Also, the branch proposed by defendant bank in the instant case would be in the same county as the parent bank, and would, therefore, meet that requirement of the statute as amended.
Usually in appellate review, we look to the law as it was at the time of the judicial or administrative action from which appeal is taken. To do so here would be to perform an idle and useless action. No longer does it make any difference whether defendant-appellant has proved the existence of an unincorporated village with the specified boundaries. For purposes of this appeal, the question of whether the commissioner's finding that the area described by defendant is an unincorporated village within the meaning of the statute before the subject amendment is supported by the evidence has become moot.[5] The amendment to the statute eliminates this requirement.
Considering then that it is no longer necessary to decide this issue, we proceed to the standard to be applied to the commissioner's order on appellate review.
The 1963 Michigan Constitution provides a minimum judicial review for all administrative decisions in the following language:
*137 "All final decisions, findings, rulings and orders of any administrative officer or agency existing under the constitution or by law, which are judicial or quasi-judicial and affect private rights or licenses, shall be subject to direct review by the courts as provided by law. This review shall include, as a minimum, the determination whether such final decisions, findings, rulings and orders are authorized by law; and, in cases in which a hearing is required, whether the same are supported by competent, material and substantial evidence on the whole record." Const 1963, art 6, § 28.
The Administrative Procedures Act of 1969 implements the review afforded by the constitution, as follows:
"Sec. 106. (1) Except when a statute or the constitution provides for a different scope of review, the court shall hold unlawful and set aside a decision or order of an agency if substantial rights of the petitioner have been prejudiced because the decision or order is any of the following:
"(a) In violation of the constitution or a statute.
"(b) In excess of the statutory authority or jurisdiction of the agency.
"(c) Made upon unlawful procedure resulting in material prejudice to a party.
"(d) Not supported by competent, material and substantial evidence on the whole record.
"(e) Arbitrary, capricious or clearly an abuse or unwarranted exercise of discretion.
"(f) Affected by other substantial and material error of law.
"(2) The court, as appropriate, may affirm, reverse or modify the decision or order or remand the case for further proceedings."[6] (Emphasis added.)
In general, the substantial evidence test means that if there is substantial evidence to support the administrative decision, the appellate function should not consist of substituting a new judgment *138 as to the facts. Two reasons are usually given for this rule. First, the fact finder who observes the witness testifying, who sees how the witness reacts to cross-examination, who has a visual opportunity to view candor or lack of it on the part of the witness, and to form a firsthand judgment as to the believability of the witness, is believed to have a superior position and a better vantage point and opportunity to draw these conclusions than he or she who has only a written record to review. Second, those who spend substantially all of their time in the employ of administrative agencies are deemed to acquire a specialized expertise in determination of the particular issues regularly facing the agency. Thus, where the fact finding involves an area peculiarly fitted or adapted to specialization, those exercising the appellate function should hesitate to substitute their judgment for that of him or her who possesses the expertise at least where substantial evidence supports the expert's finding.

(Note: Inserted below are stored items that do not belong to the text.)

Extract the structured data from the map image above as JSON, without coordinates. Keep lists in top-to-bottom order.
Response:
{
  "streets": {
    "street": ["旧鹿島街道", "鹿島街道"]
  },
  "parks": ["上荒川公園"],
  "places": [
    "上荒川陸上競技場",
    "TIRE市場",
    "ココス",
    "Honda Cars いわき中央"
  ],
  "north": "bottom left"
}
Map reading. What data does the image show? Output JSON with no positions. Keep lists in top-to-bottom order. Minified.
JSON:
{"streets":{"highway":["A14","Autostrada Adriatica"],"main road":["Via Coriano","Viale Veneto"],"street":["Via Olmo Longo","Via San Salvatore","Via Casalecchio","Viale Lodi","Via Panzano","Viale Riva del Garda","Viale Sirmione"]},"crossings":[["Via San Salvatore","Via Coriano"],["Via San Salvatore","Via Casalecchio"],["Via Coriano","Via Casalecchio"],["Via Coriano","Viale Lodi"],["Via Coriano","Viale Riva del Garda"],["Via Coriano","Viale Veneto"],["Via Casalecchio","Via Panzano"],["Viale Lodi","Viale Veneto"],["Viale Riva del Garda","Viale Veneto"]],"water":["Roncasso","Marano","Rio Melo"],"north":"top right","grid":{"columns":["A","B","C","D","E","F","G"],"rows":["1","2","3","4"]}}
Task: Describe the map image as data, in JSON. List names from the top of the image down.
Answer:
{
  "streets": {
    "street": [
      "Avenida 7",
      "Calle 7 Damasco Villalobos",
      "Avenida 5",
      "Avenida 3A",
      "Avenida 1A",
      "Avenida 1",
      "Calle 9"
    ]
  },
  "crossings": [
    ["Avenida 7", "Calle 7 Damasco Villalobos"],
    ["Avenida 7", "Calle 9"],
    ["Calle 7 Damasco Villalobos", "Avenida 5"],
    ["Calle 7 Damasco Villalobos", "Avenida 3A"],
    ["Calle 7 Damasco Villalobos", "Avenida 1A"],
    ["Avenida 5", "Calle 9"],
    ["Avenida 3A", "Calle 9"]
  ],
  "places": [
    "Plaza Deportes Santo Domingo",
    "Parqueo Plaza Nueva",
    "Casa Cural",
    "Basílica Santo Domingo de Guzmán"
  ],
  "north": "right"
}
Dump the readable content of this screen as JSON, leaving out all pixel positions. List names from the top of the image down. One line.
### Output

These two underlying bases for the rule that gives deference and special weight to administrative fact-findings are sometimes in conflict. For example, in the context of this application for permission to open a branch bank case, it is only the administrative law judge who has seen the witnesses and heard their testimony. On the other hand, it is the commissioner of financial institutions who is deemed to possess the peculiar expertise regarding the statutory issues involved in decisions whether to grant permission for a branch bank. However, in this case, we are not called upon to decide the relative weight to be attached to opportunity to see and hear the witnesses as compared to particular expertise regarding branch banking statutory issues because the commissioner *139 has adopted the recommendations of the administrative law judge. While he has amplified some of the conclusions and given consideration to the objections of the protesting banks, it cannot fairly be said that the commissioner's findings conflict with those of the administrative law judge.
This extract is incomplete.